Decision maps are the output of Boundary debates. They don't provide a single answer, they illuminate the risk surfaces, trade-offs, and failure modes inherent in your engineering decisions.

What is a Decision Map?

A decision map is a structured representation of the debate between Boundary's agents. It synthesizes all perspectives into an auditable record of:

  • Trade-offs: Competing engineering values and their implications
  • Risk surfaces: Concrete failure vectors that emerge from agent conflict
  • Irreversible commitments: Decisions that will be difficult or impossible to undo later
  • Assumption dependencies: Hidden assumptions that the decision relies on
  • Failure modes: Specific ways the decision could fail under different conditions

Unlike a traditional recommendation, a decision map preserves the tension between competing values. It shows you the decision space in all its complexity, not just a single path forward.

Reading a Decision Map

Structure

Decision maps are organized into several key sections:

  • Executive Summary: High-level overview of the decision and key concerns
  • Agent Perspectives: The positions taken by each agent and their reasoning
  • Disagreements: Points of conflict between agents, which often indicate significant trade-offs
  • Risk Surfaces: Concrete failure vectors identified through the debate
  • Irreversible Commitments: Decisions that create long-term constraints
  • Assumption Dependencies: Hidden assumptions that must hold for the decision to succeed

Key Indicators

When reading a decision map, look for:

  • High disagreement: When agents strongly disagree, it indicates a significant trade-off or risk surface that needs careful consideration.
  • Escalating concerns: If agents become more concerned as context is gathered, it may indicate a fundamental problem with the approach.
  • Consensus on risks: When agents agree on specific risks, those are likely real and important.
  • Irreversible commitments: Pay special attention to decisions that will be hard to undo, these are the most critical to get right.

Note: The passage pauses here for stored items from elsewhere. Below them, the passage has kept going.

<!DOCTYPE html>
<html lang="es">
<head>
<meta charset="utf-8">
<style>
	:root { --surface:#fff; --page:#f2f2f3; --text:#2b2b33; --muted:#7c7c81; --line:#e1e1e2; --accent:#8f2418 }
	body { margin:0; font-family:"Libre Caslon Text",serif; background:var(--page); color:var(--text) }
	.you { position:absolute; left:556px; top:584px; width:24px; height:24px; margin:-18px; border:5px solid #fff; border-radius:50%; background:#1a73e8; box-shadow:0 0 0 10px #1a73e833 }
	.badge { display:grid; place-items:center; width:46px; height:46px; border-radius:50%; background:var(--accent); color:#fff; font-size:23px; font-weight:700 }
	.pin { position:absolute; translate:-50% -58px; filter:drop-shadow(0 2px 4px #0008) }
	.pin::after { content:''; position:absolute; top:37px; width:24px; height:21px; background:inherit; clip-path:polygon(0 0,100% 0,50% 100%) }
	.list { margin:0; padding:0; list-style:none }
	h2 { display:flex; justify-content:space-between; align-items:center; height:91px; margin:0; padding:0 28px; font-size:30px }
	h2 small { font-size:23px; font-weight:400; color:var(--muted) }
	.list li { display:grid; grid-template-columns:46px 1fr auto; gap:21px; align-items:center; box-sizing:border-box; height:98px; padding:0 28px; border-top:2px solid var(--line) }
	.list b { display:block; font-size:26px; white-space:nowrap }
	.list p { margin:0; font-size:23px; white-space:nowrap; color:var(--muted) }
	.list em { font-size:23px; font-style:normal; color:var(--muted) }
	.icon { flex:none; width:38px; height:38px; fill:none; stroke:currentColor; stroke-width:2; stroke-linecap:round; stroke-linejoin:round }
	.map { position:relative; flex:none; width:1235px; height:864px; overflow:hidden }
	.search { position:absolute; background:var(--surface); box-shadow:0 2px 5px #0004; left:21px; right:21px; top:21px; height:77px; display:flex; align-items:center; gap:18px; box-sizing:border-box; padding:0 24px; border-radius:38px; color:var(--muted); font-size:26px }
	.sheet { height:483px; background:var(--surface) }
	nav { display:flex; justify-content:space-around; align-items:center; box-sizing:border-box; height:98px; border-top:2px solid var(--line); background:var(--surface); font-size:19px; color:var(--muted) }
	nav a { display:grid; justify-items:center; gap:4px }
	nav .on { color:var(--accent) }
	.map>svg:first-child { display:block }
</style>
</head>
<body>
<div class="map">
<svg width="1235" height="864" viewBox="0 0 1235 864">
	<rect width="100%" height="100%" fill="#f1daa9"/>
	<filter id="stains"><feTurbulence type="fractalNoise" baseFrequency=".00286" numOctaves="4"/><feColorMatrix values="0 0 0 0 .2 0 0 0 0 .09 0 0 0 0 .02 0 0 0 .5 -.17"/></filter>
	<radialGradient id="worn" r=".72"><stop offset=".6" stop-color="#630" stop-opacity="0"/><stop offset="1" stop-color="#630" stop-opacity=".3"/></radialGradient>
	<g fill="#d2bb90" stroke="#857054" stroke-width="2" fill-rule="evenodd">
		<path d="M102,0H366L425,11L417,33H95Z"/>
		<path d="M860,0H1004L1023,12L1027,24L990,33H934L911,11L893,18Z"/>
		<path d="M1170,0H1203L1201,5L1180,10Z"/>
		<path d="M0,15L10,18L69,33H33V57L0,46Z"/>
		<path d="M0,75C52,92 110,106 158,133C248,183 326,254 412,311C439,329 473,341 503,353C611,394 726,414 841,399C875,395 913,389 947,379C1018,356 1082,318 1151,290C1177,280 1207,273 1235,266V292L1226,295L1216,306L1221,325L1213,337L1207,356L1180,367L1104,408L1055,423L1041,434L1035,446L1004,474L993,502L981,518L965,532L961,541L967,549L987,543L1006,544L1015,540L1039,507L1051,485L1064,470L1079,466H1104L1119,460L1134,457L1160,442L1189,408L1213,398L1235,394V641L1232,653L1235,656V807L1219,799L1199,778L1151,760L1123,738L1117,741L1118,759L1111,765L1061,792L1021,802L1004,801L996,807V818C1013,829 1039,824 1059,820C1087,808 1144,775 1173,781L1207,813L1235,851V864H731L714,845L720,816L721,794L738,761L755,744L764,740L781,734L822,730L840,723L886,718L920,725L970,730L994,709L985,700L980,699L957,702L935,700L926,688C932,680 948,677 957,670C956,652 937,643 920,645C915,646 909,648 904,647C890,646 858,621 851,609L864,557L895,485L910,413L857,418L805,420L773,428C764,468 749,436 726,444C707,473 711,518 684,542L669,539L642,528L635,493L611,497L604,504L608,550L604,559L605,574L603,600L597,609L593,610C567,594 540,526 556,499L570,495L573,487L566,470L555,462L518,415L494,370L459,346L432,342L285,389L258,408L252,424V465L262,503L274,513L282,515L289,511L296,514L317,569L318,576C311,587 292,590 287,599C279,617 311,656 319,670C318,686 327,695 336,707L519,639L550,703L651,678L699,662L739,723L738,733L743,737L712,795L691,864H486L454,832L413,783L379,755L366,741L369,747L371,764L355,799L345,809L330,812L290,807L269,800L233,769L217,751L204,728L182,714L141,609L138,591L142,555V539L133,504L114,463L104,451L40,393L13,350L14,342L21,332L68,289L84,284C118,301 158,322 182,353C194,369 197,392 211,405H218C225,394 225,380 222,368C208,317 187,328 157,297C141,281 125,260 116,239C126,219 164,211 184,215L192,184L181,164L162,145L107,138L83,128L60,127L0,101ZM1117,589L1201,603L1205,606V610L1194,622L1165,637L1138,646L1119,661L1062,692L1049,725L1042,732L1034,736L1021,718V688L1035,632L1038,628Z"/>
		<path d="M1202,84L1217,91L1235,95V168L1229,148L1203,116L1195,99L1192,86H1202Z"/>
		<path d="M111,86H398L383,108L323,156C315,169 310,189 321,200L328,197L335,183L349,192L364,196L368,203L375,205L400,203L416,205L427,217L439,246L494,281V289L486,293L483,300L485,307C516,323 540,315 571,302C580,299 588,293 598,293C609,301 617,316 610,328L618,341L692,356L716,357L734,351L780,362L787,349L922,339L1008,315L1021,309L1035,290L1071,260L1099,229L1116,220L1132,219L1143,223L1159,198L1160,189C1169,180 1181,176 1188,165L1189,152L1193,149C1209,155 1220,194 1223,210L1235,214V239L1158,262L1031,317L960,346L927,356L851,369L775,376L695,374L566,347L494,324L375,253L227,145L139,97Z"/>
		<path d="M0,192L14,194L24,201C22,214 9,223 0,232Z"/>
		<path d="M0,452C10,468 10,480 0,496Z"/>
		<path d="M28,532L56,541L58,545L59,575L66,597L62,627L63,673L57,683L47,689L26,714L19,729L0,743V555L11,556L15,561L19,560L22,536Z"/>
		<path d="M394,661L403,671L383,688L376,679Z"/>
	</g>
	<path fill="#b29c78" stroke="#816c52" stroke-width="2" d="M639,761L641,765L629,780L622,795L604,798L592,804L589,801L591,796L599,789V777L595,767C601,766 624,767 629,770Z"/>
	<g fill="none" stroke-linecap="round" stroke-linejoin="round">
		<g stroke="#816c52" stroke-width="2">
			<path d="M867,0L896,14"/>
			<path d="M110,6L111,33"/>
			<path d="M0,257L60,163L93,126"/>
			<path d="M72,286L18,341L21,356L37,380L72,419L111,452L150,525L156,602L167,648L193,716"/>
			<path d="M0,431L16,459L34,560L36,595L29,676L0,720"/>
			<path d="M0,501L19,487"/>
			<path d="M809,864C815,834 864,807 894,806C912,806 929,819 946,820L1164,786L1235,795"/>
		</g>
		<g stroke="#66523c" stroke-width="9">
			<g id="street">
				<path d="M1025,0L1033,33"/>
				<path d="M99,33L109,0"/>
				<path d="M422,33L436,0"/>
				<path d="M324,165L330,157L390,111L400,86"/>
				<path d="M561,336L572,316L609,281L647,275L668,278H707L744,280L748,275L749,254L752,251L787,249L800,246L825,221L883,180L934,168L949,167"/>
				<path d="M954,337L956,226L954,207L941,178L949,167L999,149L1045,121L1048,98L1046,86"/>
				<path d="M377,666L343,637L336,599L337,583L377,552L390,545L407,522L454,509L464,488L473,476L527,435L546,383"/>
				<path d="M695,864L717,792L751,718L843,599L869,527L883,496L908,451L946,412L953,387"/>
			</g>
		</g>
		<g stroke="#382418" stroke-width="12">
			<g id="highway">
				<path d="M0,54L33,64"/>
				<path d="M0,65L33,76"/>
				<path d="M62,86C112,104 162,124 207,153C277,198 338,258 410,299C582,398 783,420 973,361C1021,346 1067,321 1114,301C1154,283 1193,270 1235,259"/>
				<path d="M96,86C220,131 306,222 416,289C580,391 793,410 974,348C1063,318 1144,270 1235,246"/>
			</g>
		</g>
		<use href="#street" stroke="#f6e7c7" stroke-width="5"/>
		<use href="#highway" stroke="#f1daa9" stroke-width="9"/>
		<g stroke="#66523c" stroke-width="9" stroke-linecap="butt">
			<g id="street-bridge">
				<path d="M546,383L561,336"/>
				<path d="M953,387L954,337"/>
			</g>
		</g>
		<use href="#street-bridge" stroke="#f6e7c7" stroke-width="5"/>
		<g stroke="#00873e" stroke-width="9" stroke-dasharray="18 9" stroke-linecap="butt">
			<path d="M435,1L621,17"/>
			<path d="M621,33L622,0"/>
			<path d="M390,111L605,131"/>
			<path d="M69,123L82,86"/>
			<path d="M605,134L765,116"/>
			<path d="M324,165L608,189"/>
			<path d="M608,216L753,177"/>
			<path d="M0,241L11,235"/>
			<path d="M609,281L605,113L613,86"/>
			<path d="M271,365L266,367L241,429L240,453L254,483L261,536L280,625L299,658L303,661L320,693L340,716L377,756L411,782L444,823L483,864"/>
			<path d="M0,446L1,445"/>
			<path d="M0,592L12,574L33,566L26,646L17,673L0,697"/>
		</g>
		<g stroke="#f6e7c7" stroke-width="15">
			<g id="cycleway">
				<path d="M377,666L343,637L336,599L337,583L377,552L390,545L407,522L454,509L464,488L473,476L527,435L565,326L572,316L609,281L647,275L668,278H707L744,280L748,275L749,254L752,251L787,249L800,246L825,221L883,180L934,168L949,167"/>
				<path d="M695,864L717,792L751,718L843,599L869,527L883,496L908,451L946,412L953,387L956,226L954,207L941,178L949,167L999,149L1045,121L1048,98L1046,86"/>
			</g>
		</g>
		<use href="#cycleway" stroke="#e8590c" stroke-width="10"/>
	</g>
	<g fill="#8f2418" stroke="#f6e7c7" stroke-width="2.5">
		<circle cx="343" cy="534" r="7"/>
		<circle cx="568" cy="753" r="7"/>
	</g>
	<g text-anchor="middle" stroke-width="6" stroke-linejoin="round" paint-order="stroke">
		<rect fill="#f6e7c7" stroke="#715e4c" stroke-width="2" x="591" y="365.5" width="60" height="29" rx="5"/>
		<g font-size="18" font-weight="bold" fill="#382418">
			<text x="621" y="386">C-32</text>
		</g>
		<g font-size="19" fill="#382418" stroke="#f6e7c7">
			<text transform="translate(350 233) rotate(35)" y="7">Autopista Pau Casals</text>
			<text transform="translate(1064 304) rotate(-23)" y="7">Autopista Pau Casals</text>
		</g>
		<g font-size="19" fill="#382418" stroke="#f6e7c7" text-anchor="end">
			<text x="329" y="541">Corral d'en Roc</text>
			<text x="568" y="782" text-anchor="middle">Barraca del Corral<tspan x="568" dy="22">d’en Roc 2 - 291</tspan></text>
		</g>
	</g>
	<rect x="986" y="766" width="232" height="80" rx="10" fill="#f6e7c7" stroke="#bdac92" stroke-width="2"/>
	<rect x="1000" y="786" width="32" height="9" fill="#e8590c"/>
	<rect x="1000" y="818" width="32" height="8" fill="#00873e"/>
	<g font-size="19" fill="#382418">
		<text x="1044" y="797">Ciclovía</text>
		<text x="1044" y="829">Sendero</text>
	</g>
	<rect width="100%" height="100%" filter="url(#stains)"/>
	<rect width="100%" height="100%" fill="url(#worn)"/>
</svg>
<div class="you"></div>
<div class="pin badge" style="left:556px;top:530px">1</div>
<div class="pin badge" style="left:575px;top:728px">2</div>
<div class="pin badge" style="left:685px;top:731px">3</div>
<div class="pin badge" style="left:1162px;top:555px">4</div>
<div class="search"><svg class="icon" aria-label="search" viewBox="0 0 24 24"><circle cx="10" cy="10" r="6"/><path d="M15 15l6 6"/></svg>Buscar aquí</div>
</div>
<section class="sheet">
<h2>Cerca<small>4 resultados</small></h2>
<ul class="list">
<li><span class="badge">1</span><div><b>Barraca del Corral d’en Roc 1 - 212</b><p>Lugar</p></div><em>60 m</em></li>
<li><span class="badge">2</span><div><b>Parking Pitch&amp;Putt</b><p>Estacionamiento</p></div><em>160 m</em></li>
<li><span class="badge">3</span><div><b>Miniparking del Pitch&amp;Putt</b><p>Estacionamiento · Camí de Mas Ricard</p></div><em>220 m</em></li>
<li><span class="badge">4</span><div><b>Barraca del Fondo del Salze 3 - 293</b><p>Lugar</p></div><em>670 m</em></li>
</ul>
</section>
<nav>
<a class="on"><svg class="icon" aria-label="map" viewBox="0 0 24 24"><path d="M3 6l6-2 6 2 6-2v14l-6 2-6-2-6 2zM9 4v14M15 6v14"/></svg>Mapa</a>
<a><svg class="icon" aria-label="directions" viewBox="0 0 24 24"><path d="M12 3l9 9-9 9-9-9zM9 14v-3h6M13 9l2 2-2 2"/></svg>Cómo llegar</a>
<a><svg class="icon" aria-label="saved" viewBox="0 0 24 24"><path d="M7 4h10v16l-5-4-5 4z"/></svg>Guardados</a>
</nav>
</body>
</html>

Understanding Risk Surfaces

Risk surfaces are not probabilities, they are concrete failure vectors that emerge from the agent conflict. Each risk surface represents a specific way your decision could fail:

  • Technical risks: System failures, performance degradation, scalability limits
  • Security risks: Attack vectors, data exposure, authentication vulnerabilities
  • Operational risks: Complexity overhead, testing burden, maintenance costs
  • Domain risks: Violations of business logic, downstream bugs, invariant violations

The value of risk surfaces is that they are specific and actionable. They tell you not just that something might go wrong, but how it might go wrong and under what conditions.

Trade-offs and Failure Modes

Decision maps explicitly surface trade-offs between competing engineering values:

  • Simplicity vs. Scalability: Simple solutions may not scale, but scalable solutions add complexity
  • Security vs. Usability: More secure systems may be harder to use, while user-friendly systems may have security gaps
  • Speed vs. Correctness: Fast implementations may have edge cases, while correct implementations may be slower
  • Flexibility vs. Constraints: Flexible designs may be harder to reason about, while constrained designs may be too rigid

Each trade-off represents a decision point. The decision map helps you understand what you're giving up and what you're gaining with each choice.

Using Decision Maps in Practice

Decision maps are most valuable when used as:

  • Decision memory: Store decision maps for future reference when similar boundaries emerge. They become a queryable knowledge base of past decisions and their trade-offs.
  • Team communication: Share decision maps with your team to ensure everyone understands the risks and trade-offs involved in a decision.
  • Risk mitigation planning: Use identified risk surfaces to plan mitigation strategies before implementation.
  • Post-mortem analysis: Compare decision maps with actual outcomes to improve future decision-making.

Recording Decisions

After reviewing a decision map, you can record the final decision using the record_decision tool. This creates a permanent record that includes:

  • The original decision question
  • The complete decision map from the debate
  • The final decision taken
  • The rationale for choosing that option
  • Who participated in the decision

Recorded decisions are stored locally and can be queried later, creating a decision memory that helps inform future choices.